• [TASK BRIEF] Copy each line of the data below, character for character.

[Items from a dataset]
-=-=-
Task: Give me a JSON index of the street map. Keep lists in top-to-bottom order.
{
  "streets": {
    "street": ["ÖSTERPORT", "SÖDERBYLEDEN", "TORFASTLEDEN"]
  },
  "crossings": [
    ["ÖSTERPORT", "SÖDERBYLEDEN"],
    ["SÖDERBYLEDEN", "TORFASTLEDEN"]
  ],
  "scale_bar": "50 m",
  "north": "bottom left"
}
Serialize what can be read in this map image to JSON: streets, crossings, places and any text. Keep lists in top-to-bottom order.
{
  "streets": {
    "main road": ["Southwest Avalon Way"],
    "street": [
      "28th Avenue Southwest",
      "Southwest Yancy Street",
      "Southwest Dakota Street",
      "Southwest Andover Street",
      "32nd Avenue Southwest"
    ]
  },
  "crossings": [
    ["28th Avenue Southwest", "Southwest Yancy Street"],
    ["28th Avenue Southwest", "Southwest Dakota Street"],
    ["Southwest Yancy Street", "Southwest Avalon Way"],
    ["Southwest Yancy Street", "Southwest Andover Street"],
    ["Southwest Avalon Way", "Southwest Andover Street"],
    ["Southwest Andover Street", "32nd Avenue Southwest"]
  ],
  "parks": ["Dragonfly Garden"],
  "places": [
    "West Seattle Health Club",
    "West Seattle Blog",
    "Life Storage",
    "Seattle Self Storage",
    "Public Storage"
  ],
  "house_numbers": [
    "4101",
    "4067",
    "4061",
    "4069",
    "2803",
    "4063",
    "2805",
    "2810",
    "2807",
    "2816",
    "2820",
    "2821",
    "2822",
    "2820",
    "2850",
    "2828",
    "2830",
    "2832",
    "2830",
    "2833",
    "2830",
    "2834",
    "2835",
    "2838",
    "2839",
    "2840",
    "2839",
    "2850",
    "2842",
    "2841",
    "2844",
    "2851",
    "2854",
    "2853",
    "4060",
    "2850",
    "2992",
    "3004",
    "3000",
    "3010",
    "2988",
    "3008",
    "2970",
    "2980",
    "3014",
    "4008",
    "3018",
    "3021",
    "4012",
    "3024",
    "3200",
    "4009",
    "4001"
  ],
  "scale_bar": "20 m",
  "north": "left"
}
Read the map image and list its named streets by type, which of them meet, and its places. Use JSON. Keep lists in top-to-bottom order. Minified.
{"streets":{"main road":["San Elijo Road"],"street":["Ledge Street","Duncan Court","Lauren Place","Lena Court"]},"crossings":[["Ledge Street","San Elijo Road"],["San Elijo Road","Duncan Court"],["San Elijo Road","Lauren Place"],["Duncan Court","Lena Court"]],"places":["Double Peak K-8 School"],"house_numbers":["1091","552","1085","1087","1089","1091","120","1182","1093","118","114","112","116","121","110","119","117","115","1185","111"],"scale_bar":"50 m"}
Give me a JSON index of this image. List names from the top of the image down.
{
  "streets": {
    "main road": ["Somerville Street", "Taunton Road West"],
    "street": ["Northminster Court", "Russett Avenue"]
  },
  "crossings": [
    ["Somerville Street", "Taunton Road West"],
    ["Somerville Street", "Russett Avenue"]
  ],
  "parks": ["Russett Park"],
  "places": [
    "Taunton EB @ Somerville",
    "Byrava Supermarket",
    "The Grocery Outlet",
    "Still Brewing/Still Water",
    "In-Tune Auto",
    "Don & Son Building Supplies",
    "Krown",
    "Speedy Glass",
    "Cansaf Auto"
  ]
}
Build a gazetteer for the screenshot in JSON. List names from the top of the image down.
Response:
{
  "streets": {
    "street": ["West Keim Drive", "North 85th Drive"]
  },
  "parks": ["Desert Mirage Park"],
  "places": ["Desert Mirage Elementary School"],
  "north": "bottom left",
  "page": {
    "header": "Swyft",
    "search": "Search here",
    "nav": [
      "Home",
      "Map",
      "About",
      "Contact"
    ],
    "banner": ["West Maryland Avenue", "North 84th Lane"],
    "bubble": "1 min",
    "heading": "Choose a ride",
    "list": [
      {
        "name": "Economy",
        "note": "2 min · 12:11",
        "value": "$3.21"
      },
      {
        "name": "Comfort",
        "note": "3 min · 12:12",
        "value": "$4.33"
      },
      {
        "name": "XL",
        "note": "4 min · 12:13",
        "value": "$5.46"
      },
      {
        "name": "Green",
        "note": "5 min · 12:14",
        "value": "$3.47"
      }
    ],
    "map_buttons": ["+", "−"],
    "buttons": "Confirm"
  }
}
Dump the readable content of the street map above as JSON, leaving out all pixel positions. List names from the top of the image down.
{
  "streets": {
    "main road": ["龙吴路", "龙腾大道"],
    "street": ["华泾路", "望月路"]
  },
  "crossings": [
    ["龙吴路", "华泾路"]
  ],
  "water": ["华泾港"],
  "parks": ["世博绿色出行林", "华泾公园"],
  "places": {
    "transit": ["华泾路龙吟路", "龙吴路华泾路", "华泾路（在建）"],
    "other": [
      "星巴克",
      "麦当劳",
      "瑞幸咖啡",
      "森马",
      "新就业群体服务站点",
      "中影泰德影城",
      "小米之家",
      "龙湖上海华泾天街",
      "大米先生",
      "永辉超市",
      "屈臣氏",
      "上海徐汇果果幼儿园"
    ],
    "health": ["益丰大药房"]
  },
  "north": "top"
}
-=-=-
• [TASK ANSWER]
Task: Give me a JSON index of the street map. Keep lists in top-to-bottom order.
{
  "streets": {
    "street": ["ÖSTERPORT", "SÖDERBYLEDEN", "TORFASTLEDEN"]
  },
  "crossings": [
    ["ÖSTERPORT", "SÖDERBYLEDEN"],
    ["SÖDERBYLEDEN", "TORFASTLEDEN"]
  ],
  "scale_bar": "50 m",
  "north": "bottom left"
}
Serialize what can be read in this map image to JSON: streets, crossings, places and any text. Keep lists in top-to-bottom order.
{
  "streets": {
    "main road": ["Southwest Avalon Way"],
    "street": [
      "28th Avenue Southwest",
      "Southwest Yancy Street",
      "Southwest Dakota Street",
      "Southwest Andover Street",
      "32nd Avenue Southwest"
    ]
  },
  "crossings": [
    ["28th Avenue Southwest", "Southwest Yancy Street"],
    ["28th Avenue Southwest", "Southwest Dakota Street"],
    ["Southwest Yancy Street", "Southwest Avalon Way"],
    ["Southwest Yancy Street", "Southwest Andover Street"],
    ["Southwest Avalon Way", "Southwest Andover Street"],
    ["Southwest Andover Street", "32nd Avenue Southwest"]
  ],
  "parks": ["Dragonfly Garden"],
  "places": [
    "West Seattle Health Club",
    "West Seattle Blog",
    "Life Storage",
    "Seattle Self Storage",
    "Public Storage"
  ],
  "house_numbers": [
    "4101",
    "4067",
    "4061",
    "4069",
    "2803",
    "4063",
    "2805",
    "2810",
    "2807",
    "2816",
    "2820",
    "2821",
    "2822",
    "2820",
    "2850",
    "2828",
    "2830",
    "2832",
    "2830",
    "2833",
    "2830",
    "2834",
    "2835",
    "2838",
    "2839",
    "2840",
    "2839",
    "2850",
    "2842",
    "2841",
    "2844",
    "2851",
    "2854",
    "2853",
    "4060",
    "2850",
    "2992",
    "3004",
    "3000",
    "3010",
    "2988",
    "3008",
    "2970",
    "2980",
    "3014",
    "4008",
    "3018",
    "3021",
    "4012",
    "3024",
    "3200",
    "4009",
    "4001"
  ],
  "scale_bar": "20 m",
  "north": "left"
}
Read the map image and list its named streets by type, which of them meet, and its places. Use JSON. Keep lists in top-to-bottom order. Minified.
{"streets":{"main road":["San Elijo Road"],"street":["Ledge Street","Duncan Court","Lauren Place","Lena Court"]},"crossings":[["Ledge Street","San Elijo Road"],["San Elijo Road","Duncan Court"],["San Elijo Road","Lauren Place"],["Duncan Court","Lena Court"]],"places":["Double Peak K-8 School"],"house_numbers":["1091","552","1085","1087","1089","1091","120","1182","1093","118","114","112","116","121","110","119","117","115","1185","111"],"scale_bar":"50 m"}
Give me a JSON index of this image. List names from the top of the image down.
{
  "streets": {
    "main road": ["Somerville Street", "Taunton Road West"],
    "street": ["Northminster Court", "Russett Avenue"]
  },
  "crossings": [
    ["Somerville Street", "Taunton Road West"],
    ["Somerville Street", "Russett Avenue"]
  ],
  "parks": ["Russett Park"],
  "places": [
    "Taunton EB @ Somerville",
    "Byrava Supermarket",
    "The Grocery Outlet",
    "Still Brewing/Still Water",
    "In-Tune Auto",
    "Don & Son Building Supplies",
    "Krown",
    "Speedy Glass",
    "Cansaf Auto"
  ]
}
Build a gazetteer for the screenshot in JSON. List names from the top of the image down.
Response:
{
  "streets": {
    "street": ["West Keim Drive", "North 85th Drive"]
  },
  "parks": ["Desert Mirage Park"],
  "places": ["Desert Mirage Elementary School"],
  "north": "bottom left",
  "page": {
    "header": "Swyft",
    "search": "Search here",
    "nav": [
      "Home",
      "Map",
      "About",
      "Contact"
    ],
    "banner": ["West Maryland Avenue", "North 84th Lane"],
    "bubble": "1 min",
    "heading": "Choose a ride",
    "list": [
      {
        "name": "Economy",
        "note": "2 min · 12:11",
        "value": "$3.21"
      },
      {
        "name": "Comfort",
        "note": "3 min · 12:12",
        "value": "$4.33"
      },
      {
        "name": "XL",
        "note": "4 min · 12:13",
        "value": "$5.46"
      },
      {
        "name": "Green",
        "note": "5 min · 12:14",
        "value": "$3.47"
      }
    ],
    "map_buttons": ["+", "−"],
    "buttons": "Confirm"
  }
}
Dump the readable content of the street map above as JSON, leaving out all pixel positions. List names from the top of the image down.
{
  "streets": {
    "main road": ["龙吴路", "龙腾大道"],
    "street": ["华泾路", "望月路"]
  },
  "crossings": [
    ["龙吴路", "华泾路"]
  ],
  "water": ["华泾港"],
  "parks": ["世博绿色出行林", "华泾公园"],
  "places": {
    "transit": ["华泾路龙吟路", "龙吴路华泾路", "华泾路（在建）"],
    "other": [
      "星巴克",
      "麦当劳",
      "瑞幸咖啡",
      "森马",
      "新就业群体服务站点",
      "中影泰德影城",
      "小米之家",
      "龙湖上海华泾天街",
      "大米先生",
      "永辉超市",
      "屈臣氏",
      "上海徐汇果果幼儿园"
    ],
    "health": ["益丰大药房"]
  },
  "north": "top"
}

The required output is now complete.